> Problem details:
Please set down the whole listing again, precisely.

------------------------------------

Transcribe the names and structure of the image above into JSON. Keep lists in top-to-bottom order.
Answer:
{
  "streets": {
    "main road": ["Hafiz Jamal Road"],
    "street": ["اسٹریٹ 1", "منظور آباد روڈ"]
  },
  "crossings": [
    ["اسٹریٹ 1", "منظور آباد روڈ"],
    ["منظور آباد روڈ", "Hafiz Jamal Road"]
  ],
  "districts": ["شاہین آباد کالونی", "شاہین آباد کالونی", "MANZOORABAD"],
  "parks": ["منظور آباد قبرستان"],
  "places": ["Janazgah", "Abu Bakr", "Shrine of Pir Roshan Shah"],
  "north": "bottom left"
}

------------------------------------

> Expected output:
Transcribe the names and structure of the image above into JSON. Keep lists in top-to-bottom order.
Answer:
{
  "streets": {
    "main road": ["Hafiz Jamal Road"],
    "street": ["اسٹریٹ 1", "منظور آباد روڈ"]
  },
  "crossings": [
    ["اسٹریٹ 1", "منظور آباد روڈ"],
    ["منظور آباد روڈ", "Hafiz Jamal Road"]
  ],
  "districts": ["شاہین آباد کالونی", "شاہین آباد کالونی", "MANZOORABAD"],
  "parks": ["منظور آباد قبرستان"],
  "places": ["Janazgah", "Abu Bakr", "Shrine of Pir Roshan Shah"],
  "north": "bottom left"
}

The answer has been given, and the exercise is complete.